◆ **Data listing**
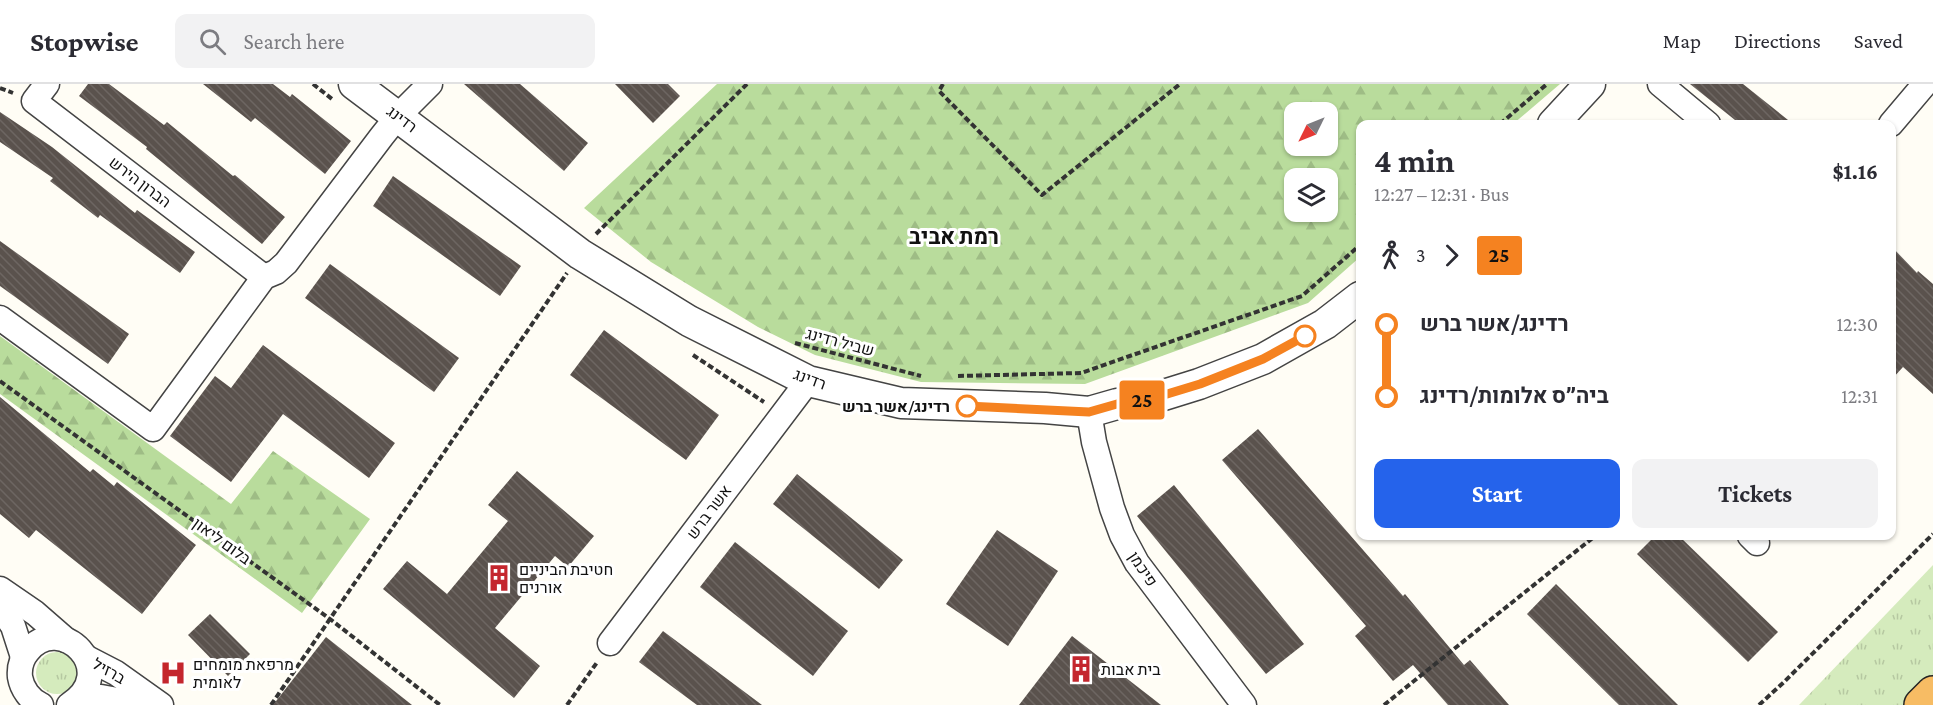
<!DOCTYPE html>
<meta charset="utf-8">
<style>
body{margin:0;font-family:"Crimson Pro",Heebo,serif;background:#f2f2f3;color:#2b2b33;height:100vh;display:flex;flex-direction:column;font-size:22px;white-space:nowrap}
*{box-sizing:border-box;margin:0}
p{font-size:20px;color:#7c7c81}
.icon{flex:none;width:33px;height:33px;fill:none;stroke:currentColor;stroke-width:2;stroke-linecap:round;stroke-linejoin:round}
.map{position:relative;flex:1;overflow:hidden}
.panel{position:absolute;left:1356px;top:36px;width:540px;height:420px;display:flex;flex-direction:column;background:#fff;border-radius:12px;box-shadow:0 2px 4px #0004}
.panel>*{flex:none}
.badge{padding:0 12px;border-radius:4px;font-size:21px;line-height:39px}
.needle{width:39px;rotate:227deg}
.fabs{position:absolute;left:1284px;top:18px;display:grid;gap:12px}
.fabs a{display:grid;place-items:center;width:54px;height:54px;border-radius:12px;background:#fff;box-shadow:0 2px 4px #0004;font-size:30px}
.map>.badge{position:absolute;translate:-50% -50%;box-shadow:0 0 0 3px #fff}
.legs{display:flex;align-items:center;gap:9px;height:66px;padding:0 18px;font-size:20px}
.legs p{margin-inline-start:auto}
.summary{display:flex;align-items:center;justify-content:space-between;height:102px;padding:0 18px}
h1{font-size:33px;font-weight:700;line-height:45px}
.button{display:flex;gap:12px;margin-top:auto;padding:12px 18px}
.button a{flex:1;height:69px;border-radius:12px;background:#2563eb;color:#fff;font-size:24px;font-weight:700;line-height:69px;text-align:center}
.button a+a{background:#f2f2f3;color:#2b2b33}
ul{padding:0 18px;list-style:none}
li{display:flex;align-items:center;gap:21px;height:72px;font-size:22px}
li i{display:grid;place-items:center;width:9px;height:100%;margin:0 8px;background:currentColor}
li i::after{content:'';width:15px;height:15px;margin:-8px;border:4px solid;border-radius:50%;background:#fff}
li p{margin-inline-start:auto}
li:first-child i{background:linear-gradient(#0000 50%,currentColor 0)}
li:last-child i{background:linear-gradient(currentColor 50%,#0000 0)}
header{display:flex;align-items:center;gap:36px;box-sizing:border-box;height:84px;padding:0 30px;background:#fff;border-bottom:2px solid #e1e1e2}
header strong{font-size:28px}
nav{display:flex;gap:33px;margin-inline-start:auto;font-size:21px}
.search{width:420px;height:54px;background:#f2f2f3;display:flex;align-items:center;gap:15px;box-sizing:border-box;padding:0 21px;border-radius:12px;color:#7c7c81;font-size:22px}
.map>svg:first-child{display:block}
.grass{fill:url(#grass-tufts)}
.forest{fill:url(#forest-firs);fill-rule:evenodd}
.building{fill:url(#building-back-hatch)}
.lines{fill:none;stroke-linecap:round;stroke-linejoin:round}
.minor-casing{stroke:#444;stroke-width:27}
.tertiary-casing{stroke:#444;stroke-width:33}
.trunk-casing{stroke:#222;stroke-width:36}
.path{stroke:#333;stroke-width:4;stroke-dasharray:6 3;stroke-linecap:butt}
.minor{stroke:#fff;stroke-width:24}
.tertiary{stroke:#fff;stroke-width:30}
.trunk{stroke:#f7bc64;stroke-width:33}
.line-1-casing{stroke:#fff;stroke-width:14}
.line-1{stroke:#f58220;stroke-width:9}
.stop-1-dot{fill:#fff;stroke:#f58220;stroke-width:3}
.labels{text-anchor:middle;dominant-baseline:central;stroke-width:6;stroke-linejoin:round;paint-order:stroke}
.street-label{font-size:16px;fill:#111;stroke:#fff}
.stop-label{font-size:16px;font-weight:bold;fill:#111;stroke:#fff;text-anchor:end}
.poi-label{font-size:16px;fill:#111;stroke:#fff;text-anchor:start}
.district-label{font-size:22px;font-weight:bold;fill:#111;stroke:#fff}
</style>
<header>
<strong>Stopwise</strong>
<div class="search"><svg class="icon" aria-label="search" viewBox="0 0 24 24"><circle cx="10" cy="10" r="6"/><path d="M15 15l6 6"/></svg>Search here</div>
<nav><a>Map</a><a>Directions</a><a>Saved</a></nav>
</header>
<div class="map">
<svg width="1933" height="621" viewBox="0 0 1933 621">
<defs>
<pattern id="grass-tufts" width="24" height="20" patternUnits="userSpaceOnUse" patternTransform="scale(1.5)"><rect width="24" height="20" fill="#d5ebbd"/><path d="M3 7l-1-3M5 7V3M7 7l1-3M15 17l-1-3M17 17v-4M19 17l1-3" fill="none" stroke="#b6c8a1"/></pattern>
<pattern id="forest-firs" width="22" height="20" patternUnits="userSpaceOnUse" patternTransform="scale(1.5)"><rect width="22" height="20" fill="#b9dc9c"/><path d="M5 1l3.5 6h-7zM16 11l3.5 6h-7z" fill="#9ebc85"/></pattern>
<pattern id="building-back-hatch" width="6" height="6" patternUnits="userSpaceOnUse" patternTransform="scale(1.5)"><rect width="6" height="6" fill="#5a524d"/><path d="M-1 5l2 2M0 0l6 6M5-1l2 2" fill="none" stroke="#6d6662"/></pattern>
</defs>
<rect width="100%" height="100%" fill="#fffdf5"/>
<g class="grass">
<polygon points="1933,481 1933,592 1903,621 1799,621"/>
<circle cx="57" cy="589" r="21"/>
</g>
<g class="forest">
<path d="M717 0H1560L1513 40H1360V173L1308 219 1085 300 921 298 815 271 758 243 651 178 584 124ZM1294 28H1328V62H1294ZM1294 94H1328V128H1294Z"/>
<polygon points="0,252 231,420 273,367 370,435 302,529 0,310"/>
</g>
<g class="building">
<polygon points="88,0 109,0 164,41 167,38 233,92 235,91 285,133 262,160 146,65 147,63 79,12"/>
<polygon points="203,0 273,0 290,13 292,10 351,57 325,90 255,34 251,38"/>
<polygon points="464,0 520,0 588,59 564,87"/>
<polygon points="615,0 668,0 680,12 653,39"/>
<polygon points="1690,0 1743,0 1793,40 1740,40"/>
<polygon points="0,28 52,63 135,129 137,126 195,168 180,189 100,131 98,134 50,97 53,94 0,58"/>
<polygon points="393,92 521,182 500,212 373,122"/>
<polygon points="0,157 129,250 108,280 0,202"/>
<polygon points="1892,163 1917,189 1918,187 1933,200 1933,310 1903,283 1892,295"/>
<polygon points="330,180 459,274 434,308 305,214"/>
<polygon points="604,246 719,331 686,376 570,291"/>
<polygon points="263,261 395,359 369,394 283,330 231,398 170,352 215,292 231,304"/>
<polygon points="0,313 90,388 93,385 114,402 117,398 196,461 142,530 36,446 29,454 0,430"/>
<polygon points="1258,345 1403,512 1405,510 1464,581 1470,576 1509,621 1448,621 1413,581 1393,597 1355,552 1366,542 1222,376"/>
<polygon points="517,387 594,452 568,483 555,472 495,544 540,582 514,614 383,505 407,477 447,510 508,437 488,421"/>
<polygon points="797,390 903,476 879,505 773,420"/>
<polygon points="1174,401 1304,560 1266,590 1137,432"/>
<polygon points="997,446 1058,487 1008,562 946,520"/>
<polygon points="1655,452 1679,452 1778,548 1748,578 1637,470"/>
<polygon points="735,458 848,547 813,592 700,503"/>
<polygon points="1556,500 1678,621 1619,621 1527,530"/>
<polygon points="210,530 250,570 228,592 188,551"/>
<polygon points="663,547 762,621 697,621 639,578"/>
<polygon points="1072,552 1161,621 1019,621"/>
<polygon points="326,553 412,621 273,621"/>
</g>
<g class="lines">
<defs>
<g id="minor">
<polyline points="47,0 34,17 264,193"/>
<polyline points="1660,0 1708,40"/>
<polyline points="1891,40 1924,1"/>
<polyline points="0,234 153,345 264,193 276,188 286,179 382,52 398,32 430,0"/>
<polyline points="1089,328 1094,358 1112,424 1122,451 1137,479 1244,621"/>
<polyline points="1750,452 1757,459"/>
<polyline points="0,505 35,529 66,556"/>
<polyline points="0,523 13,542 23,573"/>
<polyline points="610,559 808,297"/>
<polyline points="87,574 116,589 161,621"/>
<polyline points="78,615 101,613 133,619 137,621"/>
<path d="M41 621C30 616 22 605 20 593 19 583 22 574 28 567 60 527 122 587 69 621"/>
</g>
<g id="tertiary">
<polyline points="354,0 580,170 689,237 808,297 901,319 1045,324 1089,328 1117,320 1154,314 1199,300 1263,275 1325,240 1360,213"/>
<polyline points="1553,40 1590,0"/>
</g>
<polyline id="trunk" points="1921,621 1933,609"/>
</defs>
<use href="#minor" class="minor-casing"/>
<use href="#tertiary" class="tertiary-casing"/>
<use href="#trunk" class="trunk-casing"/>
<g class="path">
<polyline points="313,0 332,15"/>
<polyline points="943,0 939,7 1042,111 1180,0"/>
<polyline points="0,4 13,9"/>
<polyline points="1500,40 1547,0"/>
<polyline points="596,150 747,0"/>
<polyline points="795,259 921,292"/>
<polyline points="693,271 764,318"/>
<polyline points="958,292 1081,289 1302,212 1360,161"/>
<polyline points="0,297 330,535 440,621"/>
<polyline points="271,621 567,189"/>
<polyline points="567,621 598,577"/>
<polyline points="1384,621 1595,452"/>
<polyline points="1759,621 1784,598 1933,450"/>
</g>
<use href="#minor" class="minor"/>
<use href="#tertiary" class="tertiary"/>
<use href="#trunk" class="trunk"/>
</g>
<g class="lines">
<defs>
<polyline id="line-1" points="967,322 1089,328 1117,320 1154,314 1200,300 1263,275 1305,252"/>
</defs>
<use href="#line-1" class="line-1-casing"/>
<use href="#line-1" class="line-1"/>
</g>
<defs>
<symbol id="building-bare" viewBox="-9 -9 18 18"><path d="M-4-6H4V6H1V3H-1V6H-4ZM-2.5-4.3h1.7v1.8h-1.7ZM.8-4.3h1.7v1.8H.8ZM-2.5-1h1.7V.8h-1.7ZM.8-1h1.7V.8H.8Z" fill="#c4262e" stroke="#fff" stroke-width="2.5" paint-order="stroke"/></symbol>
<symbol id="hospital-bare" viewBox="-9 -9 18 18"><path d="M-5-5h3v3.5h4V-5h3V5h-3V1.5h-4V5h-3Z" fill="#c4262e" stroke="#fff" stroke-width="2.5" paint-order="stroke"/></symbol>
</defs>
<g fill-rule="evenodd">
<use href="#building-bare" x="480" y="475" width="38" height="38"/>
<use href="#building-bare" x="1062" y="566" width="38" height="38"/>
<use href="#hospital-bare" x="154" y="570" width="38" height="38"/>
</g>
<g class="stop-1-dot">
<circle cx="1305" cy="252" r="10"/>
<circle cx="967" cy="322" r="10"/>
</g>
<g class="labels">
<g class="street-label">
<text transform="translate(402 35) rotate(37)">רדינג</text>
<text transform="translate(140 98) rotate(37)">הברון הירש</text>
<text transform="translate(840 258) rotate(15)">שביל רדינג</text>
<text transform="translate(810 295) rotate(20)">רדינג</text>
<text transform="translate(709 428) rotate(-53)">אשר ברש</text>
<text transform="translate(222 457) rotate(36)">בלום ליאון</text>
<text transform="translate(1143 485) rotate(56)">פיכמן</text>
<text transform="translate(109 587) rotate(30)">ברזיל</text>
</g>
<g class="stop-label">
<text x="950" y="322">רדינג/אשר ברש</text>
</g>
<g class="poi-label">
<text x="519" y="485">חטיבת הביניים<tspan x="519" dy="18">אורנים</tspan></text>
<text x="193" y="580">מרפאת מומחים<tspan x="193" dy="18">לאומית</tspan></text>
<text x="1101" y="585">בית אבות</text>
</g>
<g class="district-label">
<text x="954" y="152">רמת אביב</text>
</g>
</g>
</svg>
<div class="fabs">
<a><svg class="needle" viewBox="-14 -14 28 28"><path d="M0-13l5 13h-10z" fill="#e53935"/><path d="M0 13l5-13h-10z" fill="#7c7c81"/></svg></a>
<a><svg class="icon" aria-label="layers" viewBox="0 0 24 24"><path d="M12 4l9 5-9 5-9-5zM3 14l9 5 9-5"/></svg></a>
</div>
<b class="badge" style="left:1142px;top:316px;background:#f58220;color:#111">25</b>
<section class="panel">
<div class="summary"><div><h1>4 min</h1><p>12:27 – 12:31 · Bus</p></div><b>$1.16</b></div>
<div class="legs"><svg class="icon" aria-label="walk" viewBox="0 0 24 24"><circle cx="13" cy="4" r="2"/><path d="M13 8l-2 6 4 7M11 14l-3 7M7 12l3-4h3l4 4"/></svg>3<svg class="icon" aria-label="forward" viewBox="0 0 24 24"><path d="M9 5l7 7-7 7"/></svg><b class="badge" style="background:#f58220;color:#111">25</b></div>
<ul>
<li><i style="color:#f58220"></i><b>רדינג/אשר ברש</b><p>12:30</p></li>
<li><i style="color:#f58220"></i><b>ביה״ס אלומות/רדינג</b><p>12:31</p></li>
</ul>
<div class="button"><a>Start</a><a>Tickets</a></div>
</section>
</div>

* * *

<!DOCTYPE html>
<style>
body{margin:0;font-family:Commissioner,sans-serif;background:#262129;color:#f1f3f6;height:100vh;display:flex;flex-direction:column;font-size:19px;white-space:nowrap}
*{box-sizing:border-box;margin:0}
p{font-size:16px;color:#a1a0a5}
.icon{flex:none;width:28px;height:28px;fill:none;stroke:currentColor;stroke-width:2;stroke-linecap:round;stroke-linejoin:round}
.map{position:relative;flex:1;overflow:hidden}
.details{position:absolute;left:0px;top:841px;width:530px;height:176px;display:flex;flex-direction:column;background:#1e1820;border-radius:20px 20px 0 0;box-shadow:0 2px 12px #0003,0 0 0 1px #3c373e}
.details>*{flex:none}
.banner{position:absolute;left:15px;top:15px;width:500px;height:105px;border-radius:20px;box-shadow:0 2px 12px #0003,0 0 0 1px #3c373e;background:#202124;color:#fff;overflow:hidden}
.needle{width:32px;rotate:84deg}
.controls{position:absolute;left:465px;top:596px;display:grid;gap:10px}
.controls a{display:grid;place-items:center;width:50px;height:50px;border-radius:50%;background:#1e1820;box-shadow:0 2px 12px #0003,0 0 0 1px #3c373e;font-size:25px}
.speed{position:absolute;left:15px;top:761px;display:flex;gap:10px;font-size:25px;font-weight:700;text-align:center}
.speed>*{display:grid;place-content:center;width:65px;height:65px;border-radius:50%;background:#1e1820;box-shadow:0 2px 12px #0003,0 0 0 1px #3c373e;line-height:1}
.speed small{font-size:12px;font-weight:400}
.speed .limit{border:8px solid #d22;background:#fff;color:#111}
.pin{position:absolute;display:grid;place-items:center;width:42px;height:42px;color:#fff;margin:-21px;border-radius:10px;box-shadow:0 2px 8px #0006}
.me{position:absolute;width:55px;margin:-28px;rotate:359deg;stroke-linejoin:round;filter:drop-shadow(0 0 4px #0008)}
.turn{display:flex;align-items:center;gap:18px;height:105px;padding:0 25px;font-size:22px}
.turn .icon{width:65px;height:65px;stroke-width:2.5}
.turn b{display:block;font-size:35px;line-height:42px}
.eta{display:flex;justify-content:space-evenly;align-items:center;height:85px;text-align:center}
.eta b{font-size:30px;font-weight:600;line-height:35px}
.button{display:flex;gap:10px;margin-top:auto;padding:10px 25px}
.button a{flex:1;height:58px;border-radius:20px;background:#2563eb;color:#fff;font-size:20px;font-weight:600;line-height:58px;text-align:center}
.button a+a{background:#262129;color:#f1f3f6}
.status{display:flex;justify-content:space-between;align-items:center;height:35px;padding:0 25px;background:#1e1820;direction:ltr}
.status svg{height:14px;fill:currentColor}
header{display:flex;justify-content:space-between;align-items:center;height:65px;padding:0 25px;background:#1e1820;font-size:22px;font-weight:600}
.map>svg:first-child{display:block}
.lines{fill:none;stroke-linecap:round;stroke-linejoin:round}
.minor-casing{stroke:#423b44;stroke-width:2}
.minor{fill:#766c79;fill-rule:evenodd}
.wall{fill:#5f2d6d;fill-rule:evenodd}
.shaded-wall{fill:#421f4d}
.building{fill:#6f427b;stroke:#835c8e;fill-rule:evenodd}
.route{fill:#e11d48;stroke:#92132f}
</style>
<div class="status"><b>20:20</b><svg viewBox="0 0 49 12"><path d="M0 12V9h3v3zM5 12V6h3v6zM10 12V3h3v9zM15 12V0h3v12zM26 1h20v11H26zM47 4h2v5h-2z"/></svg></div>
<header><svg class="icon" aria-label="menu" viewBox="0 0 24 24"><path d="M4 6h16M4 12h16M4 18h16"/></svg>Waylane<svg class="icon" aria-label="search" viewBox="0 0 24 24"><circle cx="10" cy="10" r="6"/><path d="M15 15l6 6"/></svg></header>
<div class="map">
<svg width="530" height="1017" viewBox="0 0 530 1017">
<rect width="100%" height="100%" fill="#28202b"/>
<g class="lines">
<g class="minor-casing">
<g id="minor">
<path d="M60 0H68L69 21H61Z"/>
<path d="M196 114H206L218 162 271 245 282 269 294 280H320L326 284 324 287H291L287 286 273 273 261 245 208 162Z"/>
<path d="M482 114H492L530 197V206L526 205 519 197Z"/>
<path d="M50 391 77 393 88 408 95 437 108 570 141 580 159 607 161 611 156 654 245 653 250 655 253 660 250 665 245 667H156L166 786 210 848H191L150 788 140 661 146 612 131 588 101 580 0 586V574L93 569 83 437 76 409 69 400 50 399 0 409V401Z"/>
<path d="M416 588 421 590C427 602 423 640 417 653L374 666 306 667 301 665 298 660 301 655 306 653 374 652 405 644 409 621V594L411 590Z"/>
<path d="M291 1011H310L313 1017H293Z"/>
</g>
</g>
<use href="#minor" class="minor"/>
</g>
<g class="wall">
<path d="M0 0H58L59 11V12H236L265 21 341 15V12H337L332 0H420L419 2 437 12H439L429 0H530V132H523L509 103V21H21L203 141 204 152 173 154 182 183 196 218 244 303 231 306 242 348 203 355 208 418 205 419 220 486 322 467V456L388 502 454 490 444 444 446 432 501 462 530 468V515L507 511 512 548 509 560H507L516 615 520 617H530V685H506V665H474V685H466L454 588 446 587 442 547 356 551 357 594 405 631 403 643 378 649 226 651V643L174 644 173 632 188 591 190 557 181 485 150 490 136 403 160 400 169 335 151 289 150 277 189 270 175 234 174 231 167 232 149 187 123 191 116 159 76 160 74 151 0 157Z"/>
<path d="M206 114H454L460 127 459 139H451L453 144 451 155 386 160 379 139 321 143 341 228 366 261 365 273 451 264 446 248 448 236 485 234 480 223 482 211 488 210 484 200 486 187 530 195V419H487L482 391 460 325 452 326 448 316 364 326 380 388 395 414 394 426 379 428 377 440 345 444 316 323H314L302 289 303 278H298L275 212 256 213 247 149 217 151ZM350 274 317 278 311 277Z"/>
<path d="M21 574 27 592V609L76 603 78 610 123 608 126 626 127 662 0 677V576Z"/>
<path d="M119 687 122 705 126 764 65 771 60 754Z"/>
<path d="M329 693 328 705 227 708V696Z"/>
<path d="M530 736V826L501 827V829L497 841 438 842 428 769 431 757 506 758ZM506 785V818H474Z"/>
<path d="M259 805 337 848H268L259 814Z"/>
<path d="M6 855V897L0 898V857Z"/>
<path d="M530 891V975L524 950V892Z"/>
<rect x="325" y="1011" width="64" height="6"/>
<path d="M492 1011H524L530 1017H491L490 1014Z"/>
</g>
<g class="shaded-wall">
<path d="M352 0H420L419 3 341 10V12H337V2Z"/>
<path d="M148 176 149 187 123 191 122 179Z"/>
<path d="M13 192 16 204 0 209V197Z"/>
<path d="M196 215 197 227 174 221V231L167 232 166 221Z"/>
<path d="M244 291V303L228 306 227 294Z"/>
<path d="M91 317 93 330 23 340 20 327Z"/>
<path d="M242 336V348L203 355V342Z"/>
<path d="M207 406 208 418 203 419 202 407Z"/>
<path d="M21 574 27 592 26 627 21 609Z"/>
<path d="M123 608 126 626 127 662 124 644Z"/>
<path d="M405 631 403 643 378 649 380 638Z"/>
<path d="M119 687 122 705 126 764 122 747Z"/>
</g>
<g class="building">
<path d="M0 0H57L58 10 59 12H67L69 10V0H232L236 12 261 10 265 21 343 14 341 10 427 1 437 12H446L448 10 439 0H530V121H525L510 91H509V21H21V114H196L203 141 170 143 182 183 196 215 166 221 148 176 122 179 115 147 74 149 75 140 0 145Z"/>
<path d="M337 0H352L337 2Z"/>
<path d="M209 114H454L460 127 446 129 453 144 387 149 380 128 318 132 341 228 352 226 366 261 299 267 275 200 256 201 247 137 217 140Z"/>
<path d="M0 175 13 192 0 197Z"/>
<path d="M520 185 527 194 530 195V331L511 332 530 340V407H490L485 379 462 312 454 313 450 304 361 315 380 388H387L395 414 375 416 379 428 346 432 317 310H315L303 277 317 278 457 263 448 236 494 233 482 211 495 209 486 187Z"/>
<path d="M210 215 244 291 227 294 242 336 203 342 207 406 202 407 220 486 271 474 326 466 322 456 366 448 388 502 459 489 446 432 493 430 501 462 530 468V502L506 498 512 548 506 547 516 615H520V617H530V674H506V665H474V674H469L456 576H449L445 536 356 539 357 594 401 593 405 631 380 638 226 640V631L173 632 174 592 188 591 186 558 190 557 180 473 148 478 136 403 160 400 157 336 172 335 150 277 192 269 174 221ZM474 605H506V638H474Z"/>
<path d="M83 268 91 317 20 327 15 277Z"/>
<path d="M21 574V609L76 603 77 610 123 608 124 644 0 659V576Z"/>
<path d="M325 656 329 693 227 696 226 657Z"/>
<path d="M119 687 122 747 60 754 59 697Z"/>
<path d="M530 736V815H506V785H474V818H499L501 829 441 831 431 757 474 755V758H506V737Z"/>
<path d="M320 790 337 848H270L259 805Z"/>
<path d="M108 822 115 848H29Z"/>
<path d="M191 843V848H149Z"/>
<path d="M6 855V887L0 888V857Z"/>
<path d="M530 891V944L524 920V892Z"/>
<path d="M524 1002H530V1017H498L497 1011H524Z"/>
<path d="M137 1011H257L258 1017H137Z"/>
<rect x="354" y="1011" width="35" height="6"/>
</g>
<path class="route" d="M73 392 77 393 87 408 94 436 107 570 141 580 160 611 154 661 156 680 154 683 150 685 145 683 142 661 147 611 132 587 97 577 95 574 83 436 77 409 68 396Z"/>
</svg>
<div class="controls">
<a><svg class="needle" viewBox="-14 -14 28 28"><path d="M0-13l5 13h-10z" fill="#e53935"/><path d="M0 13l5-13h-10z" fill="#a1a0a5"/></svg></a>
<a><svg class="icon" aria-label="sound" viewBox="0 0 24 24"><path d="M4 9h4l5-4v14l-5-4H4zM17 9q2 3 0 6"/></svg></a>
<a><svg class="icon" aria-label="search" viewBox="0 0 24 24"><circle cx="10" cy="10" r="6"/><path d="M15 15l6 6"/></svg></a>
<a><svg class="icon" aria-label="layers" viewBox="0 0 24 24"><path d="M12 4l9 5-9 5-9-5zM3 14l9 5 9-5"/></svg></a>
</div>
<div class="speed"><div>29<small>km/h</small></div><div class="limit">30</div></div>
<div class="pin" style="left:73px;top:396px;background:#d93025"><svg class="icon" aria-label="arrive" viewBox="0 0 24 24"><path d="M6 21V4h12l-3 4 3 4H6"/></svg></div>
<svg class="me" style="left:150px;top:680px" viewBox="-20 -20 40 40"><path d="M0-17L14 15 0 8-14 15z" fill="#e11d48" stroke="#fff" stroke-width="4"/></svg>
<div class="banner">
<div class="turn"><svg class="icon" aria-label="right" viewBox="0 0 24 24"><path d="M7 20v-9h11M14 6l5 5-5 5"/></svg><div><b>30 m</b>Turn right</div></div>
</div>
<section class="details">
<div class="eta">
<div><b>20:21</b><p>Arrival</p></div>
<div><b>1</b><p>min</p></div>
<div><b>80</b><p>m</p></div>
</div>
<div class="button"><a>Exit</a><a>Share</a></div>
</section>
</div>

◆ **Directions for this task**
Please report how many lines in the listing above contain the word "fabs", and give nothing but the number.

◆ **Response for this exercise**
3